Kinetic modeling of particle acceleration in astrophysical shock waves.

Due to the low density of astrophysical plasmas, collisionless shocks occur frequently in the cosmos, and are thought to be responsible for the generation of nonthermal particles that span many decades in energy. These particles are observed through synchrotron radiation from astrophysical sources, such as supernova remnants and relativistic jets, or directly as energetic cosmic rays. The main acceleration mechanism is known as "diffusive shock acceleration" and involves particle scattering and diffusion around a shock wave. In the nonlinear stage, shock acceleration couples together the internal structure of the shock with magnetic turbulence generated by accelerated particles, and presents a fascinating self-propagating nonlinear system with multiscale feedbacks.
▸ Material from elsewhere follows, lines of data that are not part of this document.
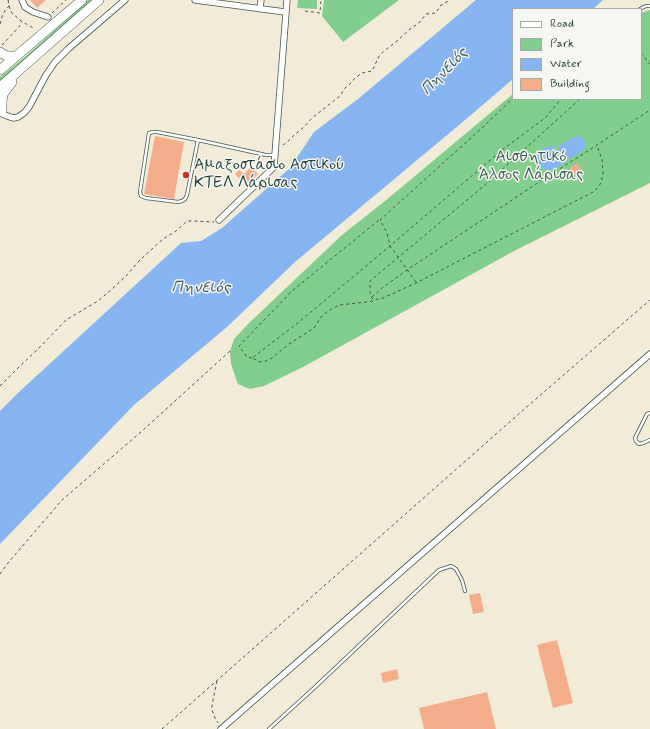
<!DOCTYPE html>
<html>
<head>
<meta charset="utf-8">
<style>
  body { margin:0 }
  #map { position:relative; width:650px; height:729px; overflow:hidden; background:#f1ebd8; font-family:Mynerve,sans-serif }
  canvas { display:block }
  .legend { position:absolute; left:512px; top:8px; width:130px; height:92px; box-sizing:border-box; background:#f6f6f2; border:1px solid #a0aca6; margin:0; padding:5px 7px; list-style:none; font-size:12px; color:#1f3d34 }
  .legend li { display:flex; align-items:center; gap:8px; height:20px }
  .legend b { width:20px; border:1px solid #a0aca6 }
</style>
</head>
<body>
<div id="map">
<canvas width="650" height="729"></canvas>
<ul class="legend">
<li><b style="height:5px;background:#fff"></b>Road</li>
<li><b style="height:11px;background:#82ce8c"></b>Park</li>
<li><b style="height:11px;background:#86b5f1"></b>Water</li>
<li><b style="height:11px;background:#f4ad8a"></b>Building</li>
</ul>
</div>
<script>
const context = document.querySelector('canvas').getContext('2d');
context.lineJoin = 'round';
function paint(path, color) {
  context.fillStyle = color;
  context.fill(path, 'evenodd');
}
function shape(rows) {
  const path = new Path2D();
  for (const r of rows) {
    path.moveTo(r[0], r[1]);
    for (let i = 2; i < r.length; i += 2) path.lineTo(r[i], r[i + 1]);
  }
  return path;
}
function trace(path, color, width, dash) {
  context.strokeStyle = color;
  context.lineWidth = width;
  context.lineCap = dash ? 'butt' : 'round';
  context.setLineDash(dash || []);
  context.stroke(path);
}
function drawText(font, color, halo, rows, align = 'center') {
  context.font = font + ' Mynerve,sans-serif';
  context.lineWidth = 3;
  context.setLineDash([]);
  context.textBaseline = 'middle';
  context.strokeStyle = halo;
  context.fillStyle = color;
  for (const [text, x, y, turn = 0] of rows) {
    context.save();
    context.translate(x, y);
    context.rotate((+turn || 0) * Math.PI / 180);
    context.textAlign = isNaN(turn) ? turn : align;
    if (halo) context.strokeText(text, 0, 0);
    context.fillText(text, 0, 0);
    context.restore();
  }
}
const green = shape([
  [88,0,93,0,0,82,0,77,26,56],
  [298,0,317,0,317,9,297,8],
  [324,0,399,0,343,42,322,16],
  [650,10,650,183,514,251,303,367,264,386,250,389,238,384,231,364,230,351,234,339,248,324,342,235,385,201,513,94,513,99,641,99,641,13]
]);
const water = shape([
  [476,0,603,0,593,9,513,9,513,79,471,115,295,262,227,327,134,405,0,544,0,411,19,392,181,243,201,241,222,228,290,168,314,132,358,99],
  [578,135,584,140,586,148,556,168,550,170,544,169,538,166,536,161,536,156,543,148,553,146,555,147,551,151,553,154,560,149,558,146]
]);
const building = shape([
  [30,0,46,0,37,8],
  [155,136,184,142,174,199,144,194],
  [577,163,582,170,574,175,570,168],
  [251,167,258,174,246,185,235,174,239,170,244,174],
  [480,593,484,612,473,614,469,595],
  [557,640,573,703,553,708,537,645],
  [397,669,399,679,383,683,381,673],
  [487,692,496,729,424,729,419,708]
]);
const path = shape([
  [8,0,10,9,12,13,21,21,35,29],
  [305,11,320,13,321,0],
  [52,13,66,0],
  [0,24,3,14,6,9,9,6],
  [2,45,18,28,21,24,21,22],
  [641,53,650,64],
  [580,99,485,185,370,281,370,292,371,297,374,300,383,298,416,283,595,191,601,183,603,173,602,160,597,145],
  [283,145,292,138,293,136,304,127,312,118,340,96,345,88,349,85,355,78,362,73,372,71,374,67,379,56,384,51,397,41,410,29,419,23,426,14,436,13,440,6,450,0],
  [416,282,390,246,387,233,380,220,482,128,513,98],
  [372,297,382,288,407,270,536,184,597,145,650,110],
  [373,301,367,302,339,305,328,311,321,317,314,328,289,344,272,358,266,361,260,362,252,358,299,322,390,246,502,150,545,118,561,99],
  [252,358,247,357,239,346,292,291,379,220],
  [0,386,19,367,38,349,66,320,98,301,112,289,126,276,139,261,163,239,176,231,187,221,193,221,214,222],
  [0,574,8,563,62,500,142,431,230,351],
  [217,681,212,705,212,710,215,718,218,723],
  [162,729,521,412,650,300]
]);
const service = shape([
  [640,9,646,6,650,6],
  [198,140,187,195,185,199,182,201,178,202,146,198,141,196,140,192,149,133,153,132,157,132,198,140,266,155,275,155],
  [650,413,647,414,635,438,636,441,639,444,643,443,650,440],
  [269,729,313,689,439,570,451,566,456,569,462,580,465,591]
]);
const minor = shape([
  [22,0,25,7,28,9,33,12,48,17],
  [195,0,285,12],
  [260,9,261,0],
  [0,113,10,117,14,118,18,117,24,113,29,107,46,75,55,62,68,49,125,0],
  [219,220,274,167,287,0],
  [221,729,650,354]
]);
const primary = shape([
  [0,52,3,54,7,56,16,56],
  [0,70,82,0],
  [0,87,99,0],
  [2,111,2,102,3,94,12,82]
]);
const markers = [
  [186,175,4,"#c8321e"]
];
const parkNames = [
  ["Αισθητικό",531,158],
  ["Άλσος Λάρισας",531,176]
];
const poiNames = [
  ["Αμαξοστάσιο Αστικού",194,166],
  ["ΚΤΕΛ Λάρισας",194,184]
];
const waterNames = [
  ["Πηνειός",445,72,-46],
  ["Πηνειός",201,288]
];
paint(green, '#82ce8c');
paint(water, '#86b5f1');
paint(building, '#f4ad8a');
trace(service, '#3e574d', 4);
trace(minor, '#3e574d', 7);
trace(primary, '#3e574d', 10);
trace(path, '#3e574d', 1, [3, 3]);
trace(service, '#fff', 2.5);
trace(minor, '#fff', 5.5);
trace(primary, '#fff', 9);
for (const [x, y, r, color] of markers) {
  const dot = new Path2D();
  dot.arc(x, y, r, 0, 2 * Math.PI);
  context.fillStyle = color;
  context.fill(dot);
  trace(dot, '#f6f6f2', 1.5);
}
drawText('16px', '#38614a', '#f6f6f2', parkNames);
drawText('16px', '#1f3d34', '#f6f6f2', poiNames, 'left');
drawText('italic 17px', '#395b63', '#f6f6f2', waterNames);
</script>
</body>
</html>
Despite its fundamental importance in astrophysics, the details of shock acceleration mechanism and the conditions for its operation are only now coming to light, particularly due to the advent of ab-initio numerical simulations of collisionless shocks. In this talk I will review the progress in kinetic simulations of shock structure and particle acceleration, focusing on the current understanding of instabilities that lead to magnetic field amplification, the conditions necessary for particle injection into the acceleration process, and the plasma processes that lead to collisionless temperature equilibration between electrons and ions in shocks. These results will be applied to the interpretation of morphologies and radiation spectra of shocks in supernova remnants and galaxy clusters, and to the formulation of effective prescriptions for inclusion of particle acceleration in fluid simulations of astrophysical shocks.